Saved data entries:
+++

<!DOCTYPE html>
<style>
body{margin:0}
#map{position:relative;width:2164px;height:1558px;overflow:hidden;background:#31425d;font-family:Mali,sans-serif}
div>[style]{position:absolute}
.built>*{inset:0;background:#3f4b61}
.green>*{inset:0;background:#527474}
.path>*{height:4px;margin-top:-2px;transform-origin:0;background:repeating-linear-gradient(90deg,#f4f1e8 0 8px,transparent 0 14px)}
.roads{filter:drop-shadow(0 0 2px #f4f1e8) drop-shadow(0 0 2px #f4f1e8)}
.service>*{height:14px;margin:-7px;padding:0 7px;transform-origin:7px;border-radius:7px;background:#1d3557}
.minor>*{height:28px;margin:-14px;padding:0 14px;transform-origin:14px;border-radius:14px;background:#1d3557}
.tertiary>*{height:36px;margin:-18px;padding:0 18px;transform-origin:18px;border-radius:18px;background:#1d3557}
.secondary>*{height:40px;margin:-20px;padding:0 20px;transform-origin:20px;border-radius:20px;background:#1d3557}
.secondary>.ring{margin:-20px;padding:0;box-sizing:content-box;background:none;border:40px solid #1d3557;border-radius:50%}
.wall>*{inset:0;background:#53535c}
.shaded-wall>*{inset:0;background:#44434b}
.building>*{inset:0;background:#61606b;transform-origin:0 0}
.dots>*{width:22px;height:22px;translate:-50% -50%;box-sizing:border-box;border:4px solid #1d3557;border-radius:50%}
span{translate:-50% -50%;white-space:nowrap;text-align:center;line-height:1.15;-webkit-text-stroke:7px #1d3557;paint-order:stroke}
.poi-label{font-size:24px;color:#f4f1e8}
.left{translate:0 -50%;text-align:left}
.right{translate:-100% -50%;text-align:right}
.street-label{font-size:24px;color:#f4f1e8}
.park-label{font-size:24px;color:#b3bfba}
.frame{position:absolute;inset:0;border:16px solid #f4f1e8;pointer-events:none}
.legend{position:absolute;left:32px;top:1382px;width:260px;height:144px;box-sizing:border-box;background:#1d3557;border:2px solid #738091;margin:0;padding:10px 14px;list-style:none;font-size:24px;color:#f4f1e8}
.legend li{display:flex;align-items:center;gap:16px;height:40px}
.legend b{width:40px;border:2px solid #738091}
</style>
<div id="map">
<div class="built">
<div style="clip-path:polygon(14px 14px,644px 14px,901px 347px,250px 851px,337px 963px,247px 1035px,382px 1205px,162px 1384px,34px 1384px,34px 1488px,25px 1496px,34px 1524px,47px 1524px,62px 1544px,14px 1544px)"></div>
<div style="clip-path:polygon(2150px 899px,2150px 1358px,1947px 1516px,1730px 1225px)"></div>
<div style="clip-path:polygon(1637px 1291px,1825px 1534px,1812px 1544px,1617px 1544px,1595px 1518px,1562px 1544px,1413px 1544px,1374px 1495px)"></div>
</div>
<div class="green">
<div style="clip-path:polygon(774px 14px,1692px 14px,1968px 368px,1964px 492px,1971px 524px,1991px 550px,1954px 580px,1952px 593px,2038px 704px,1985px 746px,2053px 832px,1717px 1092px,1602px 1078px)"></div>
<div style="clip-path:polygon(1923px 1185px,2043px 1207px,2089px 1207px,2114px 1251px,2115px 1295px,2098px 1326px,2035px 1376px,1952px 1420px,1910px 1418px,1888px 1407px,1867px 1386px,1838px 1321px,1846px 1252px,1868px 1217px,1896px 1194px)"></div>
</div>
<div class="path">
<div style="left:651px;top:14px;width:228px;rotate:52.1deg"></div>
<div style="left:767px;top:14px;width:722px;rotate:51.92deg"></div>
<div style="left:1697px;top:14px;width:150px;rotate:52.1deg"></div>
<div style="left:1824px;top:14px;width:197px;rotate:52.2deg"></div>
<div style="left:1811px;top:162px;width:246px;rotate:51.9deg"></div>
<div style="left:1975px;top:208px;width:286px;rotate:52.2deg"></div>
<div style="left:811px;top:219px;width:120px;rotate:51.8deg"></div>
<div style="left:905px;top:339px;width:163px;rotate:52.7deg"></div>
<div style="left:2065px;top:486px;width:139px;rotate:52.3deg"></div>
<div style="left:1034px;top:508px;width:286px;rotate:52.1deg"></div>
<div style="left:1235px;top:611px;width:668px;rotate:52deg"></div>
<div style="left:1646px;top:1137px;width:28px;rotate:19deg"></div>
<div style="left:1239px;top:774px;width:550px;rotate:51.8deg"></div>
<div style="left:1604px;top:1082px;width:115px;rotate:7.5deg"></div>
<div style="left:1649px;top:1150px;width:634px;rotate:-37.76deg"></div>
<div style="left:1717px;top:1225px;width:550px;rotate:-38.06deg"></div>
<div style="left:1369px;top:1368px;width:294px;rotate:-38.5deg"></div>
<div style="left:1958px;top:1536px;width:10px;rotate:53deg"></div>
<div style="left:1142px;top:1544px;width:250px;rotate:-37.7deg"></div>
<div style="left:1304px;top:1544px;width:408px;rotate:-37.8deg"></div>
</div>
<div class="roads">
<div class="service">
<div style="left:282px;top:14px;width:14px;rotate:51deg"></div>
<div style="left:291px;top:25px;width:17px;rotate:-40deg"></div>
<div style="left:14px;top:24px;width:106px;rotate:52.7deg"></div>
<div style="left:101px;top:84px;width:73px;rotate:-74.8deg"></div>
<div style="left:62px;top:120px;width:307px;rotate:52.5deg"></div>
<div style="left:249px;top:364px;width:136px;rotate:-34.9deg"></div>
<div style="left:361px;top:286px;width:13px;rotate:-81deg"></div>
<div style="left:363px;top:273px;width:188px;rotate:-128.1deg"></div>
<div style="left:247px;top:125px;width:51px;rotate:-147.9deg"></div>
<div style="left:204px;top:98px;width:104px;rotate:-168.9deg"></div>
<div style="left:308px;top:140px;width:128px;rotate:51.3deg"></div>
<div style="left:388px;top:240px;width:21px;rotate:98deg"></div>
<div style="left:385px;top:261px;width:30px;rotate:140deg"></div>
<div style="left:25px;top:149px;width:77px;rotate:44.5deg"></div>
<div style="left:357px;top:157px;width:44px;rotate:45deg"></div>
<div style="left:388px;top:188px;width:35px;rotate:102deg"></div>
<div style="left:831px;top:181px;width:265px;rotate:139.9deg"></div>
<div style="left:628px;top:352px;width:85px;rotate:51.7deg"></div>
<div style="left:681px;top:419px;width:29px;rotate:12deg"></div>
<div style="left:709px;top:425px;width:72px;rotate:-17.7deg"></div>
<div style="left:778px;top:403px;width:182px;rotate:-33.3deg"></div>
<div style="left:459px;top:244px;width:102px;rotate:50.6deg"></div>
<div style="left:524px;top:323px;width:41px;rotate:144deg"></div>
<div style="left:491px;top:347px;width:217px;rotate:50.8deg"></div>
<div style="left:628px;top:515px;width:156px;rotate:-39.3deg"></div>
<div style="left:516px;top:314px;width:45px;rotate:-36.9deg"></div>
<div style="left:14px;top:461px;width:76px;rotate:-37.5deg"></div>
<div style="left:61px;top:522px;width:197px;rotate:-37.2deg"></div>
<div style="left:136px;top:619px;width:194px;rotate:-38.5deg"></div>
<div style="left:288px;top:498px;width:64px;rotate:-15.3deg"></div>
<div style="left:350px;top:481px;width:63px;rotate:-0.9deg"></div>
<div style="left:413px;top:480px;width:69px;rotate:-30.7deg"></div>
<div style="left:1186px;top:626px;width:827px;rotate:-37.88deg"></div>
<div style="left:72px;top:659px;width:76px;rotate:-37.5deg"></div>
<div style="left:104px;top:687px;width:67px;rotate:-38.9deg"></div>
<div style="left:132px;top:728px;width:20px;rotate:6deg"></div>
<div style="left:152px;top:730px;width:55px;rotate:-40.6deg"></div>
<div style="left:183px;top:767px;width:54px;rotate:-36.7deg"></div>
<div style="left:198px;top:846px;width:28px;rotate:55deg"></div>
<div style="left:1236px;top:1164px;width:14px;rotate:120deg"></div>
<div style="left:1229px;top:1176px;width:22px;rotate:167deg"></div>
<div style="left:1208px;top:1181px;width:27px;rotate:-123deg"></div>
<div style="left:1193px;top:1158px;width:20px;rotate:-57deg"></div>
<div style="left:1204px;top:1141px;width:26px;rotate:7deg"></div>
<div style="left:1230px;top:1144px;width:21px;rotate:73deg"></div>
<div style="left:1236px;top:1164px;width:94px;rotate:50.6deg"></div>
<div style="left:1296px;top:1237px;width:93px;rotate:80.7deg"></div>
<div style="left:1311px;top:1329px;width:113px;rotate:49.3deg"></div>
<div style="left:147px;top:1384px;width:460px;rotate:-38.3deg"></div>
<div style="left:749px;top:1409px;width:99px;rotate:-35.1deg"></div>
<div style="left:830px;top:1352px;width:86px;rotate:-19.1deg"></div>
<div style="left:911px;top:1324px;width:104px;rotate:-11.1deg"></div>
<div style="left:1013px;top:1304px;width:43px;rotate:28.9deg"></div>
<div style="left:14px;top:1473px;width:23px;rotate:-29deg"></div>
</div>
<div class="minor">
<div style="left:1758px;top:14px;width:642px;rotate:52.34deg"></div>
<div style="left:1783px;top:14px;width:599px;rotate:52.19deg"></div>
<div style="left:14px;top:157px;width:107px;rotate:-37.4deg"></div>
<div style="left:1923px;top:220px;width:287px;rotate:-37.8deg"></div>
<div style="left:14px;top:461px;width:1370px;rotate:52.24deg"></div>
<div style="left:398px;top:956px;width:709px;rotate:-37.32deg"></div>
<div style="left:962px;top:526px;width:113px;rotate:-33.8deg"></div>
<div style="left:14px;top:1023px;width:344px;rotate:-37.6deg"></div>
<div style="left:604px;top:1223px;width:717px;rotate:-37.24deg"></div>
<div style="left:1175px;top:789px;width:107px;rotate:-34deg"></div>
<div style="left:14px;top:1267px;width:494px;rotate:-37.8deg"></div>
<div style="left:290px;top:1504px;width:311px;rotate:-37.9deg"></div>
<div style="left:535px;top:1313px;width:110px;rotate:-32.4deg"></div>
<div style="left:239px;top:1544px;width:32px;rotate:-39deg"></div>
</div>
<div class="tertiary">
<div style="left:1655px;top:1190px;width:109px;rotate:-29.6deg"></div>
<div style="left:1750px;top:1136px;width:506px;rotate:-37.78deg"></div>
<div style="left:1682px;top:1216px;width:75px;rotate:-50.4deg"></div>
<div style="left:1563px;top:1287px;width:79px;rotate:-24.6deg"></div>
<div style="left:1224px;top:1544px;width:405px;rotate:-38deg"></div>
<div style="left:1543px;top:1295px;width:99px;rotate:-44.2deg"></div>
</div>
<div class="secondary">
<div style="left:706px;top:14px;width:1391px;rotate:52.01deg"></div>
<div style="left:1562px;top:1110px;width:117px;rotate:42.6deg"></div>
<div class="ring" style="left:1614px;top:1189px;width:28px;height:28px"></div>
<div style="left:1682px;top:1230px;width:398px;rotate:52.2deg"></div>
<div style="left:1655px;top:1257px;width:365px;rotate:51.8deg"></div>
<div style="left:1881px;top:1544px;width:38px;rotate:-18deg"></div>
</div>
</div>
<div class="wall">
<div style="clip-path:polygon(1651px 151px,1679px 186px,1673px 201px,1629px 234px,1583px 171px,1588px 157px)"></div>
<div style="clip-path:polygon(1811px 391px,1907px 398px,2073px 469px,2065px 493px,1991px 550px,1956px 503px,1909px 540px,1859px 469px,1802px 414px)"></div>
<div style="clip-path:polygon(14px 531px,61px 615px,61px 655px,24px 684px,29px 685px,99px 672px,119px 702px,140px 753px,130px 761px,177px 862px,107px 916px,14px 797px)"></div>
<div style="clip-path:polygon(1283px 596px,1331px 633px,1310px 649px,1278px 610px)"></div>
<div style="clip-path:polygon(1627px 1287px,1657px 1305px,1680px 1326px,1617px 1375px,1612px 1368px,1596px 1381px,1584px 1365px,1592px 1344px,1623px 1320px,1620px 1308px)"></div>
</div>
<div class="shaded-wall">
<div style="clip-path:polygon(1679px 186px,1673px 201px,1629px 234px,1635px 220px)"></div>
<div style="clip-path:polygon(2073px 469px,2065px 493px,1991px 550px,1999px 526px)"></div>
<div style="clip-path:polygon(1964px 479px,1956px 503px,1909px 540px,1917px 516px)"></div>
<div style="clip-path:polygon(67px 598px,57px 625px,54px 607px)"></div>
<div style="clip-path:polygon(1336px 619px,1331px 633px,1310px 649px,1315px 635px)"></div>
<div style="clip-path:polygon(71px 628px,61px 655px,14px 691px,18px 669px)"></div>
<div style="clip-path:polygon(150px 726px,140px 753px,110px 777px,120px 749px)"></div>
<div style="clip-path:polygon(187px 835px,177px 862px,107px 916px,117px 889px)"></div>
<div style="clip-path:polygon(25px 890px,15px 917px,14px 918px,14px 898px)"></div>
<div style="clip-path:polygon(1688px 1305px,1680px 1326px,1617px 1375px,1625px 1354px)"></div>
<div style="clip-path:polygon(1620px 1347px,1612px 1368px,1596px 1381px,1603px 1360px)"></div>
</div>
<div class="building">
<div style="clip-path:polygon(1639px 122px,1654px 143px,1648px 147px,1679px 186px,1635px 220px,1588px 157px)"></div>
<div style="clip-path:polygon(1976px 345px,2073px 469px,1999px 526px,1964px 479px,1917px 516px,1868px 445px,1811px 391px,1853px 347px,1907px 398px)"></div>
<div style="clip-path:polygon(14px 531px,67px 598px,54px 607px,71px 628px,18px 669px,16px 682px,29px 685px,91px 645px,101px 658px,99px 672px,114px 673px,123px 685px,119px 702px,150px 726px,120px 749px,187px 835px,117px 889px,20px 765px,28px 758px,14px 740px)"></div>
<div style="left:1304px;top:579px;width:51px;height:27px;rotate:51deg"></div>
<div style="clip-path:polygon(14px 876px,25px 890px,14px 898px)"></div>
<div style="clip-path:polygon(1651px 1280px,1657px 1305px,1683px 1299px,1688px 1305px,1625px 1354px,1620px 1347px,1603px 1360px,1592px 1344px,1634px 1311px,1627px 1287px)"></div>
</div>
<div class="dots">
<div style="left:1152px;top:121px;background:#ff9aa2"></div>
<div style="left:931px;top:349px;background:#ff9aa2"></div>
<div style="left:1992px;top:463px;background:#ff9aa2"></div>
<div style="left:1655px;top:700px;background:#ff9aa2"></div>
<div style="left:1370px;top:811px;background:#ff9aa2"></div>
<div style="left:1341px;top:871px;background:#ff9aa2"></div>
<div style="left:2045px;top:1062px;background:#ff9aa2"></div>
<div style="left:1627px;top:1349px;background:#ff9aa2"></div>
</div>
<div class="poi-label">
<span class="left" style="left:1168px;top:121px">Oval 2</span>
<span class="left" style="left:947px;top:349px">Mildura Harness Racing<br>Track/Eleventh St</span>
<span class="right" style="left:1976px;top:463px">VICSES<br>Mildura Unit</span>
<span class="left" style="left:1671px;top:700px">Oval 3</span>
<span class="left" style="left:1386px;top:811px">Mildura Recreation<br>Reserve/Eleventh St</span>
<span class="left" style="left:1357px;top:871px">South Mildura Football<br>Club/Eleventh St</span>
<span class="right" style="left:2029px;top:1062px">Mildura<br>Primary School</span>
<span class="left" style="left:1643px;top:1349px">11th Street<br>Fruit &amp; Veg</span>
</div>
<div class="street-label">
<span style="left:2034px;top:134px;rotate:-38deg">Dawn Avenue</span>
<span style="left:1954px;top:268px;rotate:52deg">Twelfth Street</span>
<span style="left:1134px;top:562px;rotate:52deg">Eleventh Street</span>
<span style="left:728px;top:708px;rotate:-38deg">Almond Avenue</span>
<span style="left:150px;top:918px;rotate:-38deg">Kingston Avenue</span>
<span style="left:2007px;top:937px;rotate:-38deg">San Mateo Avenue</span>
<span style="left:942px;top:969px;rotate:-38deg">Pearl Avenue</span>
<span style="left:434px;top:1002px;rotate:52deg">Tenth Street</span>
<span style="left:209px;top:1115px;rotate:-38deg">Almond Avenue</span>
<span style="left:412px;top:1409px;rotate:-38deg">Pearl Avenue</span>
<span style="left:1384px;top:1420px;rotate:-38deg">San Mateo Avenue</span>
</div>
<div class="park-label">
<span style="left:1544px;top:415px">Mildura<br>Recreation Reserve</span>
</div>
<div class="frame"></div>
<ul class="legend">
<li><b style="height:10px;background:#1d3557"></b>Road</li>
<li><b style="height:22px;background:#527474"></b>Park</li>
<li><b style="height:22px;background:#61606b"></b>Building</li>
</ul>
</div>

+++

#### Exercise details
Start at the first line of the entries and stop at the line that contains "0 8px,transparent 0". Repeat every line in that span exactly, and nothing beyond it.

#### Response
<!DOCTYPE html>
<style>
body{margin:0}
#map{position:relative;width:2164px;height:1558px;overflow:hidden;background:#31425d;font-family:Mali,sans-serif}
div>[style]{position:absolute}
.built>*{inset:0;background:#3f4b61}
.green>*{inset:0;background:#527474}
.path>*{height:4px;margin-top:-2px;transform-origin:0;background:repeating-linear-gradient(90deg,#f4f1e8 0 8px,transparent 0 14px)}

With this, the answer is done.